The issue becomes tricky as a result. Project clearances require government to determine what land is 'forested' and what is not. The
state government set up a committee, headed by S M Sawant, to do that. But till date, according to forest department officials, only 15
per cent of the survey work is completed. Government says the work will be completed soon. What is baffling is that the state does not
even have records of area leased for mining--a key economic activity in its forests. It only says that "mines in Goa, in most cases, are
covered under forest lands".
Again, a complete lack of clarity about land use. Again, a case made in heaven for violators. This has led to a rush of "illegal" and
"disputed" projects on forest lands. Developers convince people to cut and hand over the land under trees, to cut down hills that have
trees or burn the trees, so that there are no forests ergo, no dispute.
The regional plan has included forested areas--evident from satellite imagery or existing land use maps--for settlements.

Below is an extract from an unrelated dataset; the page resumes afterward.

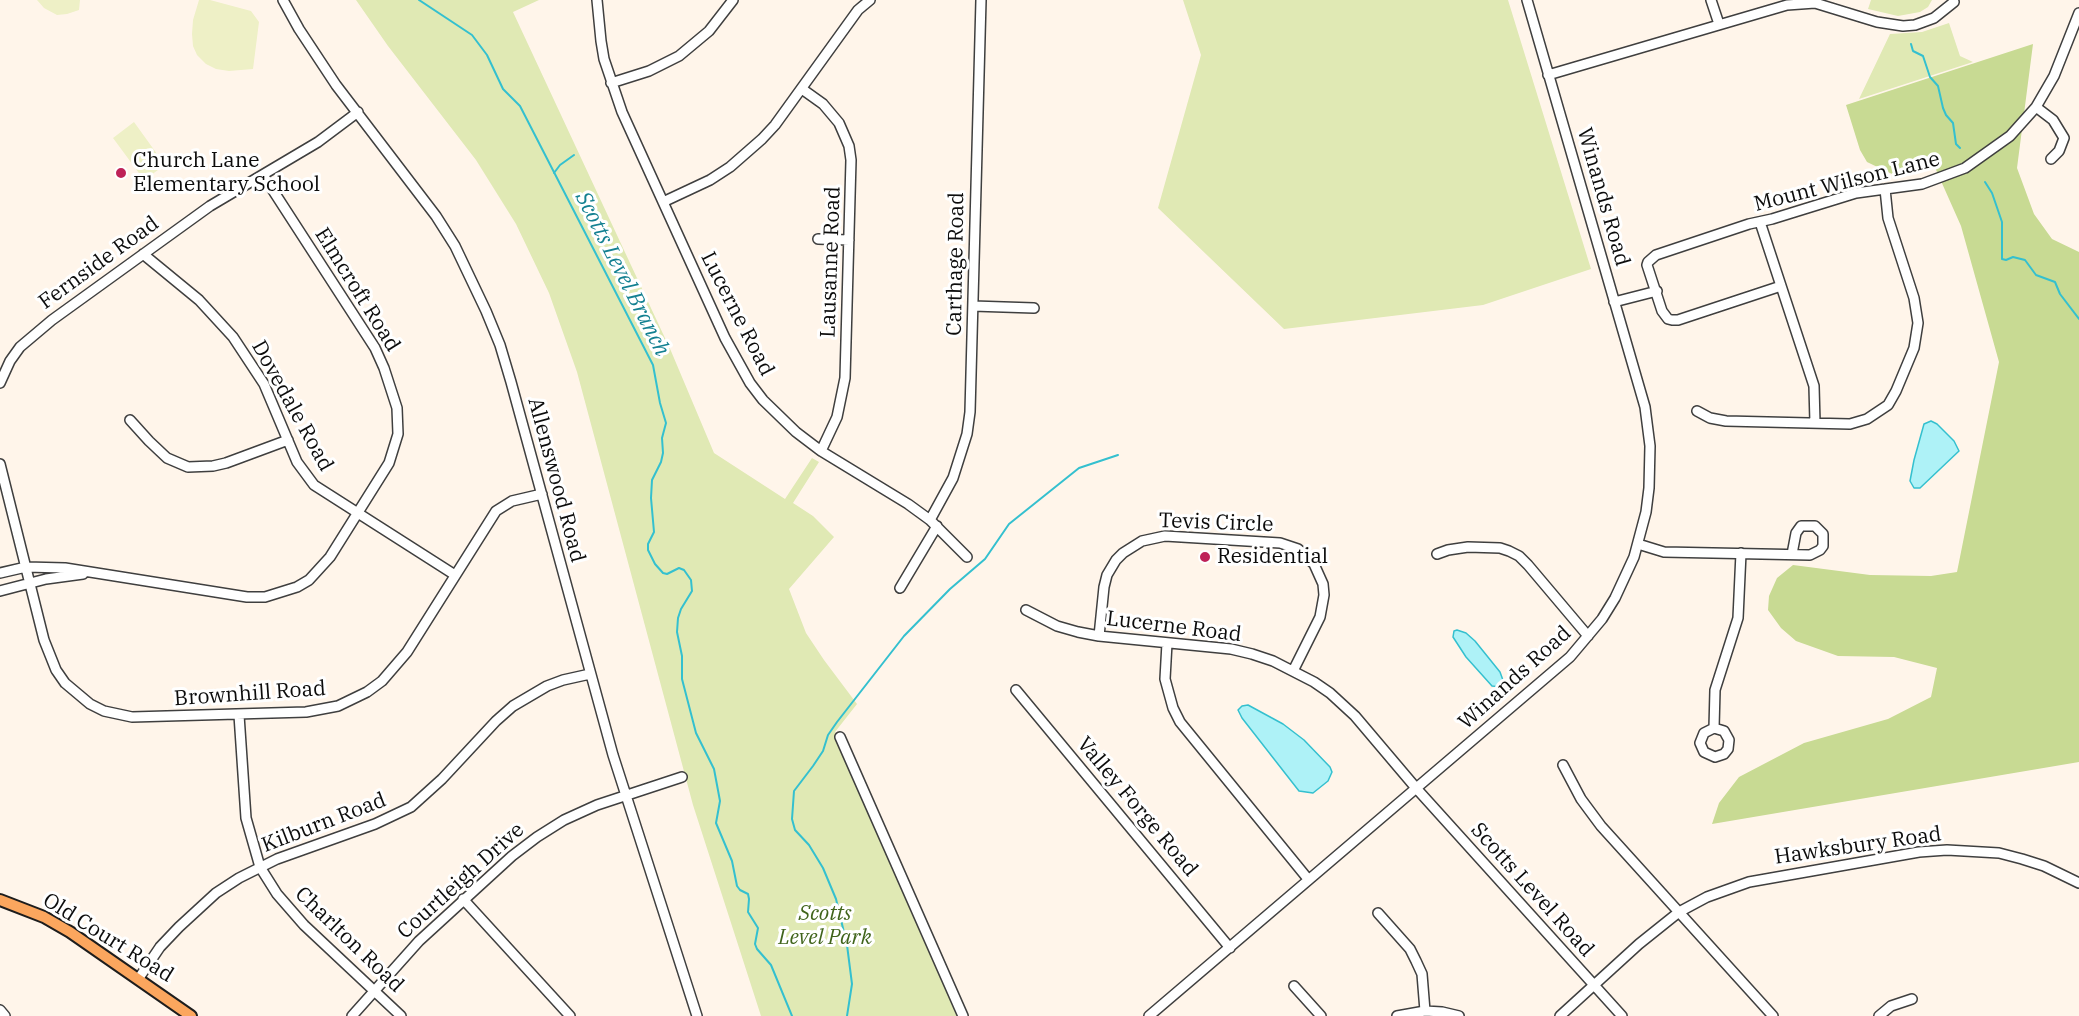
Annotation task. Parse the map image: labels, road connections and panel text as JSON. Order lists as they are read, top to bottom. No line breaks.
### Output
{"streets":{"main road":["Old Court Road"],"street":["Mount Wilson Lane","Winands Road","Lausanne Road","Fernside Road","Carthage Road","Elmcroft Road","Lucerne Road","Dovedale Road","Allenswood Road","Tevis Circle","Brownhill Road","Valley Forge Road","Kilburn Road","Hawksbury Road","Courtleigh Drive","Scotts Level Road","Charlton Road"]},"crossings":[["Winands Road","Lucerne Road"],["Winands Road","Valley Forge Road"],["Winands Road","Scotts Level Road"],["Lausanne Road","Lucerne Road"],["Fernside Road","Elmcroft Road"],["Fernside Road","Dovedale Road"],["Fernside Road","Allenswood Road"],["Carthage Road","Lucerne Road"],["Elmcroft Road","Dovedale Road"],["Elmcroft Road","Brownhill Road"],["Lucerne Road","Tevis Circle"],["Lucerne Road","Scotts Level Road"],["Dovedale Road","Brownhill Road"],["Allenswood Road","Brownhill Road"],["Allenswood Road","Kilburn Road"],["Allenswood Road","Courtleigh Drive"],["Brownhill Road","Charlton Road"],["Kilburn Road","Old Court Road"],["Kilburn Road","Charlton Road"],["Hawksbury Road","Scotts Level Road"],["Courtleigh Drive","Charlton Road"]],"water":["Scotts Level Branch"],"parks":["Scotts Level Park"],"places":["Church Lane Elementary School","Residential"]}
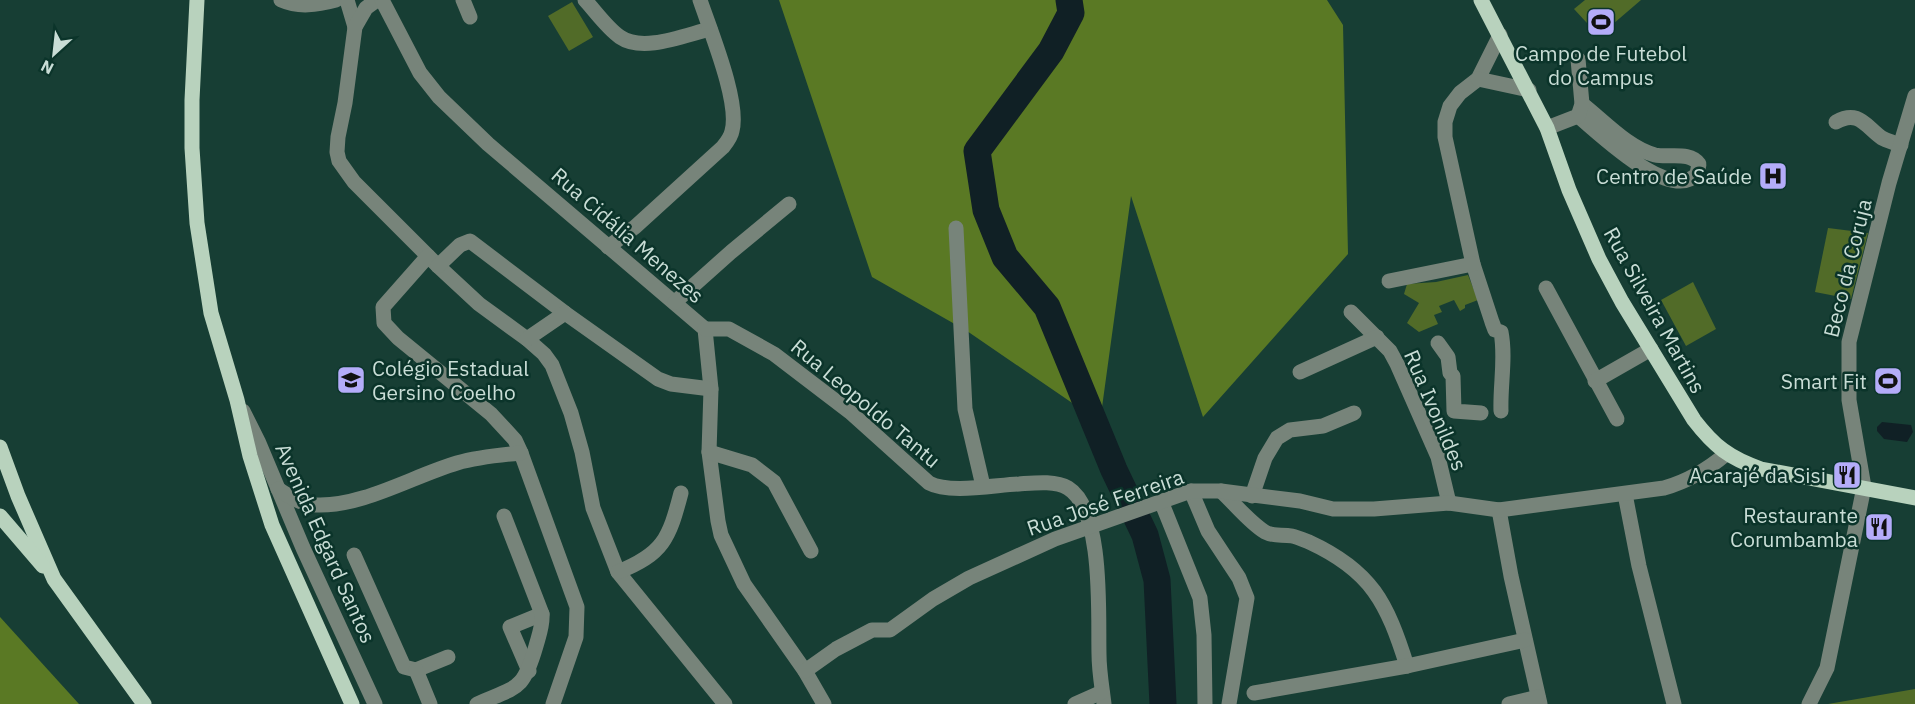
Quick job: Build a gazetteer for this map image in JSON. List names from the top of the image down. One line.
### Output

Government
says it did this because, during plan finalisation, the forest department could not give maps indicating the area earmarked as private
forest. It could only give maps of wildlife sanctuaries and forest cover, saying work on a consolidated forest map of the state--including
private and public forests--was under preparation. The state in its affidavit to court says "it was not possible to await the final report of
demarcation as it would severely affect the expedition of the finalisation of the regional plan". It also refused to take cognisance of the
satellite maps showing forest cover. As a result, the land use of existing forested land can be changed with a stroke of a pen. It is
literally up for grabs.
Many would argue Goa remains caught in a time-warp. Nothing explains this better than the comunidade system. A traditional system of
village administration, it was adopted under Portuguese rule. Some say this system began when Saraswat Brahmins migrated to Goa in
the 5th century. The Portuguese codified all the laws affecting village communities into the Codigo Das Comunidades.

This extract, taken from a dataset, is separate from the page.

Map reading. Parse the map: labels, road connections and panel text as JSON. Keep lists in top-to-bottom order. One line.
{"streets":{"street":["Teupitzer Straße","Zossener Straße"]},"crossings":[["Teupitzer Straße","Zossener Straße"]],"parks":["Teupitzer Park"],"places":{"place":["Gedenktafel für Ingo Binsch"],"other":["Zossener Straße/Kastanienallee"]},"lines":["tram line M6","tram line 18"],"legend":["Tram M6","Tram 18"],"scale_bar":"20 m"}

Environmentalists like Claude Alvares explain the importance of this system for the land-use pattern of the state. Under this system, all
village land resided in the comunidade, which in turn auctioned private owners temporary rights of usage. The comunidade also invested
a reported quarter of its earnings into development works lining paddy fields, watercourses, installing sluice gates and planting
Over time, the system has been dismantled. Today, in Goa, the 'modern' institution of local
self-governance, the panchayat, has been created in every village, which now exists in addition to the comunidade. The bulk
of the land is under private ownership. Jagdish Nazareth, a Goan, writes in the book Fish Curry and Rice, "even today, 232 village
comunidades own 30,000 ha of land--8 per cent of Goa's land mass." The issue is about their rights. The code grants them absolute
rights over the land. But now that things have changed, what remains? Many comunidade land scams are reported. A similar case is
festering with the sale of land owned by the church--a large and wealthy land-owner (see box Land is holy).

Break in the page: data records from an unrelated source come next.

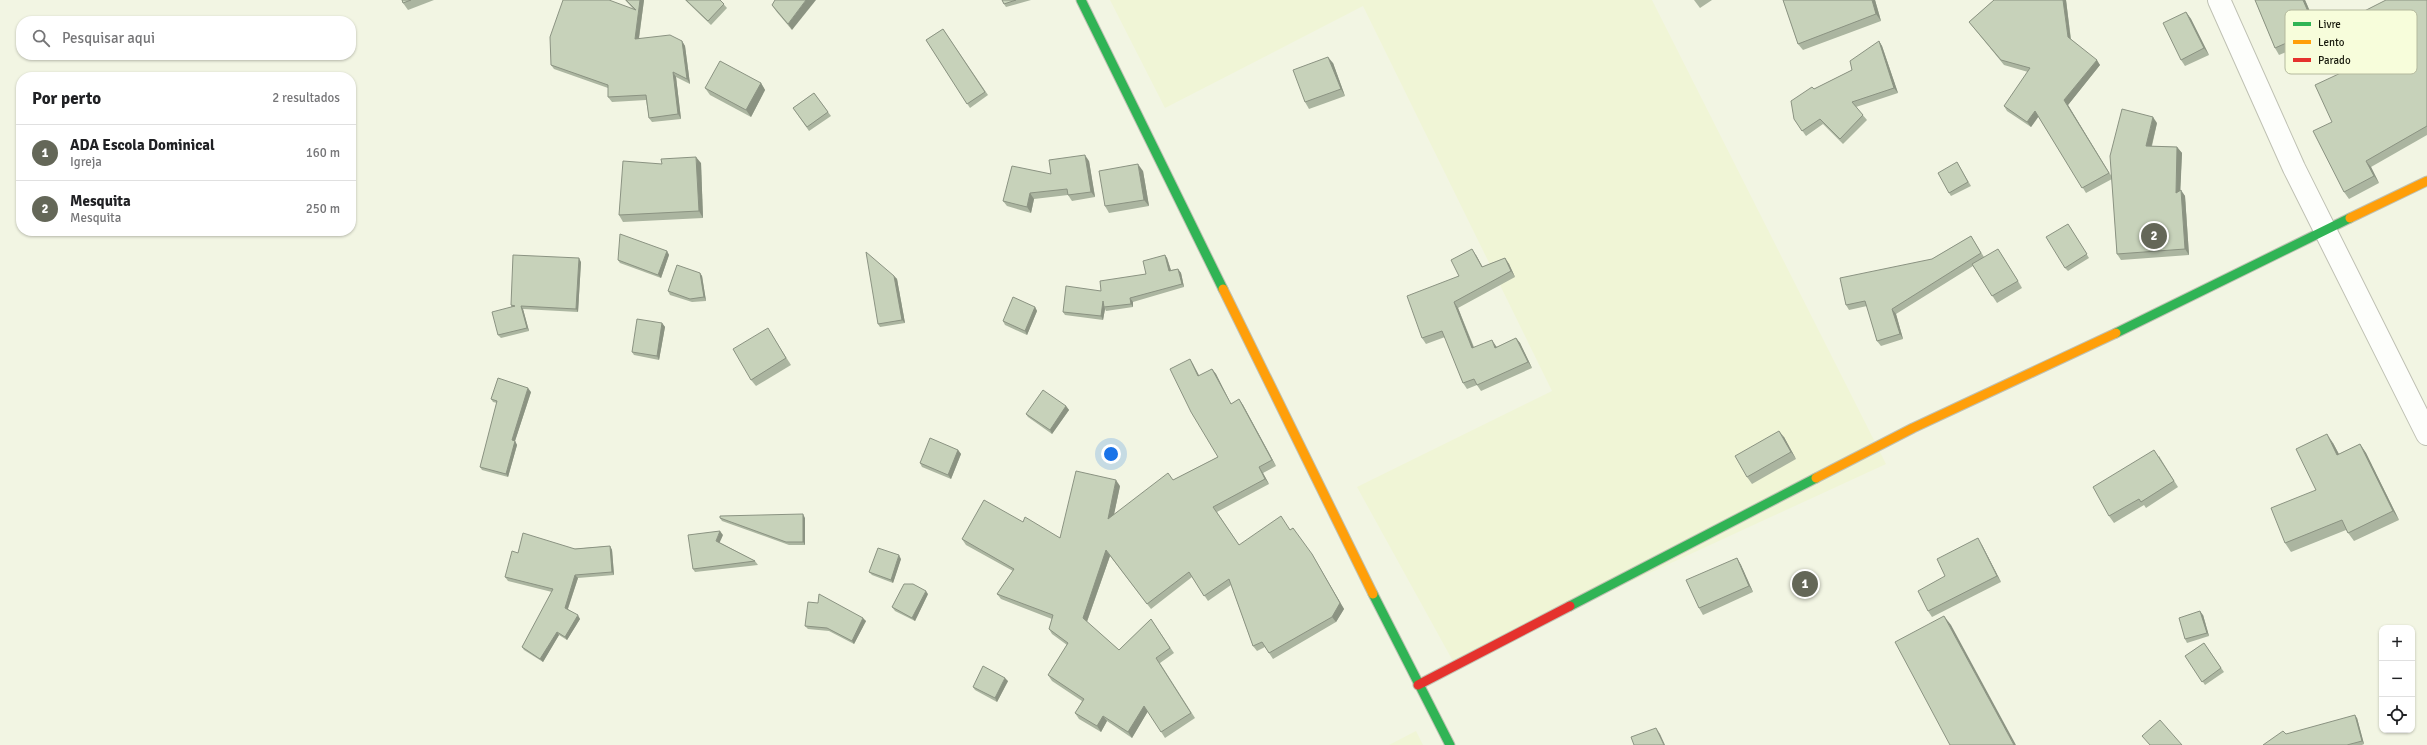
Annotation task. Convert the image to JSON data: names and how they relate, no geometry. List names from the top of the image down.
{
  "legend": ["Livre", "Lento", "Parado"],
  "page": {
    "search": "Pesquisar aqui",
    "heading": ["Por perto", "2 resultados"],
    "list": [
      {
        "mark": "1",
        "name": "ADA Escola Dominical",
        "note": "Igreja",
        "value": "160 m"
      },
      {
        "mark": "2",
        "name": "Mesquita",
        "note": "Mesquita",
        "value": "250 m"
      }
    ],
    "pins": ["2", "1"],
    "map_buttons": ["+", "−"]
  }
}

Language and its interpretation makes life more difficult. "The present code is still in Portuguese. However, an unauthenticated so-called
English translation is being circulated by some persons and the same copy is also circulated by the state government's revenue
department. The state has made use of the same illegal English version to carry out amendments," says Andre Pereira, an advocate as
well as the secretary of the Association of Components of Comunidade. Whatever the language, the land comunidades hold is valuable.
Developers want a slice of it. With the institution in decline (or dead, as many say), who will take the decisions to sell or not to sell?